> EXERCISE GOAL: Transcribe the listing precisely, entry by entry.

> GIVEN ENTRIES:
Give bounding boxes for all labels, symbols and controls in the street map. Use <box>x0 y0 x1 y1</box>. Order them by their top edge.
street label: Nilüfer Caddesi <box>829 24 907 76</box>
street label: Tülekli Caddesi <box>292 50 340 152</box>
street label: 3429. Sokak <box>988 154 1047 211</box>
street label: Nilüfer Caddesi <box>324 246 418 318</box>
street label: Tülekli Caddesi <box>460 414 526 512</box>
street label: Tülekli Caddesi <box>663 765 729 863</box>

> SOLUTION TO THE EXERCISE:
Give bounding boxes for all labels, symbols and controls in the street map. Use <box>x0 y0 x1 y1</box>. Order them by their top edge.
street label: Nilüfer Caddesi <box>829 24 907 76</box>
street label: Tülekli Caddesi <box>292 50 340 152</box>
street label: 3429. Sokak <box>988 154 1047 211</box>
street label: Nilüfer Caddesi <box>324 246 418 318</box>
street label: Tülekli Caddesi <box>460 414 526 512</box>
street label: Tülekli Caddesi <box>663 765 729 863</box>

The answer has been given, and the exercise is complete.